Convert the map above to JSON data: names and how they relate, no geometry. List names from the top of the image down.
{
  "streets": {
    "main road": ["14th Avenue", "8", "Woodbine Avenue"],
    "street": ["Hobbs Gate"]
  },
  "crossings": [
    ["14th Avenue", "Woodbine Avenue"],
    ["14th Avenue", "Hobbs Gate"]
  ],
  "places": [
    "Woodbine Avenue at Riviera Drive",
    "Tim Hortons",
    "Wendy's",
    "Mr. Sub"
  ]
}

#####

## Task item
Would you write out the full set of records above without alteration?

## Response to this exercise
Convert the map above to JSON data: names and how they relate, no geometry. List names from the top of the image down.
{
  "streets": {
    "main road": ["14th Avenue", "8", "Woodbine Avenue"],
    "street": ["Hobbs Gate"]
  },
  "crossings": [
    ["14th Avenue", "Woodbine Avenue"],
    ["14th Avenue", "Hobbs Gate"]
  ],
  "places": [
    "Woodbine Avenue at Riviera Drive",
    "Tim Hortons",
    "Wendy's",
    "Mr. Sub"
  ]
}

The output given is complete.